Applicability of blockchain-based integrated business ecosystems
In particular, the potential of integrated ecosystems becomes apparent for companies with a large machine base permitting connectivity to the internet, for businesses with high-volume and industry-relevant data production, and for corporations maintaining recurring and intensive supply relationships amongst each other. In the first case, using such a blockchain-based integrated ecosystem, companies can integrate their machines into a payment network, achieve a high degree of automation and at the same time make the machines accessible to the external market, for instance, to increase the machine utilization and to consequently reduce idle times. Additionally, finance departments and risk management can leverage the blockchain and emerging ecosystems to exchange valuable and industry-relevant data with other ecosystem participants and at the same time being able to monetize collected data. For example, vehicle data on the blockchain is already being exchanged between several car manufacturers in an ecosystem with the aim of improving the performance of vehicles. Moreover, applying blockchain technology eliminates barriers that previously hindered the secure and transparent exchange of this data. All participants, including the drivers, retain full control over their data and can decide which data they want to pass on and which not. Additionally, companies with large and multi-dimensional supply relationships can use such ecosystems to automate and streamline the entire order lifecycle. Thus, participating in an integrated ecosystem potentially results in cost reductions with regard to cost-efficiencies through the automation of business processes, a decrease in administrative expenditures, as well as a reduction in labor costs. In addition, integrated business ecosystems provide an opportunity for new business models and therefore new profit pools for participating organizations.

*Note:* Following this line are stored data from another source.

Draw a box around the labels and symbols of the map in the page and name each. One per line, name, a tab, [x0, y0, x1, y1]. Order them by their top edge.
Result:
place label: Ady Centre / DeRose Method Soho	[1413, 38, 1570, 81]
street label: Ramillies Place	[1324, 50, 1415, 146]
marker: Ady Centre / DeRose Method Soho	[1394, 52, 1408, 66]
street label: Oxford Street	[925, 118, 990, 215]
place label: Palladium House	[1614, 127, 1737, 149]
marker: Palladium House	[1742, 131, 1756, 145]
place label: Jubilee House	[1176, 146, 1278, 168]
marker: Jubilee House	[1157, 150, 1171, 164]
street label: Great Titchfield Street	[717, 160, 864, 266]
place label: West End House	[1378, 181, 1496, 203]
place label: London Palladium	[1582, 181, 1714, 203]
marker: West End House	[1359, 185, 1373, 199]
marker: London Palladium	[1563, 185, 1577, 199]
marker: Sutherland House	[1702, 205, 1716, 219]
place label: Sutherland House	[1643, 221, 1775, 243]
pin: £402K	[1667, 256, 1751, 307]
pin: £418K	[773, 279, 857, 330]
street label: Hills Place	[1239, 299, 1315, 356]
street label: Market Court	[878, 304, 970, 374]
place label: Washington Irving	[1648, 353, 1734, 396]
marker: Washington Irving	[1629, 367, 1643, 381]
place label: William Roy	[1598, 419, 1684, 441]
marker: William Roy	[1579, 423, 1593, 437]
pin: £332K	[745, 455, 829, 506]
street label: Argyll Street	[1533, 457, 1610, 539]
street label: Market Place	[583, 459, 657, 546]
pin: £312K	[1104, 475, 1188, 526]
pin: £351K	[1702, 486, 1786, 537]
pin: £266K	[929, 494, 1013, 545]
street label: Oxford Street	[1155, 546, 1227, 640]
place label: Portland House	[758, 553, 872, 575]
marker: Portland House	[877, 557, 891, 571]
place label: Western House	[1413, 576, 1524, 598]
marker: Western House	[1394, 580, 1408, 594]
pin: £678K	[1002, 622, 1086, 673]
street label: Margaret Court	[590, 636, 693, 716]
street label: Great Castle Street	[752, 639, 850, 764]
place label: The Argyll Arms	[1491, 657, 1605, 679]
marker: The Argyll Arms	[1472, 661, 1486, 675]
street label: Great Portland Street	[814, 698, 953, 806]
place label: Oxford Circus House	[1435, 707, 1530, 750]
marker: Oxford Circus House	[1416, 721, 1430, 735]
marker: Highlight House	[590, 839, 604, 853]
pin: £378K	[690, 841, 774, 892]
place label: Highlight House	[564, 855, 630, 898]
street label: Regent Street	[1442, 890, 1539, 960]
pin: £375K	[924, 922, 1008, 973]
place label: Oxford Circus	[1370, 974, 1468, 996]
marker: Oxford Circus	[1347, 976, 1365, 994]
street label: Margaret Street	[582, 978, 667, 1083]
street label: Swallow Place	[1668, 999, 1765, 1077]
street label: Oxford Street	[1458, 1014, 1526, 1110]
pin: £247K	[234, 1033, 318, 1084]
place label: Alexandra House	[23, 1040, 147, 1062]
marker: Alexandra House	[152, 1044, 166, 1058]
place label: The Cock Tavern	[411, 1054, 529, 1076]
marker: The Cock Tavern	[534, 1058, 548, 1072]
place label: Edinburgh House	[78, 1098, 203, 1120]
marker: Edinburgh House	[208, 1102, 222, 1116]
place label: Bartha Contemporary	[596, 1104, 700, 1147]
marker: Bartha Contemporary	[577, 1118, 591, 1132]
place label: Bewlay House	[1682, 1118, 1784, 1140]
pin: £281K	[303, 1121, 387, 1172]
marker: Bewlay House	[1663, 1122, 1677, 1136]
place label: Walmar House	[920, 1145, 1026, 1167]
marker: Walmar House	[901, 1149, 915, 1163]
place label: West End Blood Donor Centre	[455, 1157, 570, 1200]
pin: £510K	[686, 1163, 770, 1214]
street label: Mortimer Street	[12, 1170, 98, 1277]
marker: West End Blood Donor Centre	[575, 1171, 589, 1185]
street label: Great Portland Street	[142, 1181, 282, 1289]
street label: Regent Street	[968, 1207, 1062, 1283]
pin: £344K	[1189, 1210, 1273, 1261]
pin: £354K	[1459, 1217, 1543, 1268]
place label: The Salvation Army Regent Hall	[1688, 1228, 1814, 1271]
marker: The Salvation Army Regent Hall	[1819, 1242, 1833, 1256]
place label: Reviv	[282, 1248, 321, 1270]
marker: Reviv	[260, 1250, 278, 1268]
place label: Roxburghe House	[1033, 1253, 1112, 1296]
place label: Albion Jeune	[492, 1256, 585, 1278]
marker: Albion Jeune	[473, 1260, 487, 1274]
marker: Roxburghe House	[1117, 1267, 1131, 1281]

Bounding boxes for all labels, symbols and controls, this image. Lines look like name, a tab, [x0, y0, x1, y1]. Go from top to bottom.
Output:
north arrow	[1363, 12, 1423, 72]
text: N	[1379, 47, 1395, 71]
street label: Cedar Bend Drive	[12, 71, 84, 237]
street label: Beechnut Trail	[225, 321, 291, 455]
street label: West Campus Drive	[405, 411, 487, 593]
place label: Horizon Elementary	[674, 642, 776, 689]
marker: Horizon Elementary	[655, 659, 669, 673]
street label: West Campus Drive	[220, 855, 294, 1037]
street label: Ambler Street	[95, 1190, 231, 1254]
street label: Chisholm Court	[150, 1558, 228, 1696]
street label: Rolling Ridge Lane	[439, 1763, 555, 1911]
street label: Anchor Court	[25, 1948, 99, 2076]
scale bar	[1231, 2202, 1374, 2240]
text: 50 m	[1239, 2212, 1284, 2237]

Blockchain-based pay-per-use as a facilitator for inter-company and cross-industry collaboration
The blockchain-technology will serve as a key technology to facilitate the complete integration of data flow of all functions involved in the economic process of the Industry 4.0. Underlying smart contracts thus enable machines to autonomously conduct payment transactions (M2M payments) as well as to autonomously control the transaction-related business process lifecycle without the need for interventions of human-operated accounting departments. The blockchain facilitates full transparency and integrity of sensors’ telemetry data, e.g. measuring the utilization rate of a molding machine. This data can then be used to enable new billing methods, such as pay-per-use. Resulting in the high degree of transparency and trust among the operator and customer, machinery can be embedded into the payment transaction processing by additionally using the blockchain as a payment layer. The resulting business logics are however more than bilaterally applicable. Rather, these ecosystems unfold their full potential when they are multilateral, i.e. when several entities leverage the extracted telemetry data, which is then verified by the blockchain to establish and maintain business relationships within a multi-party ecosystem. This way, different stakeholders along a value chain find a joint operational structure to offer — or even expand — their services in a fully automated and digital setting.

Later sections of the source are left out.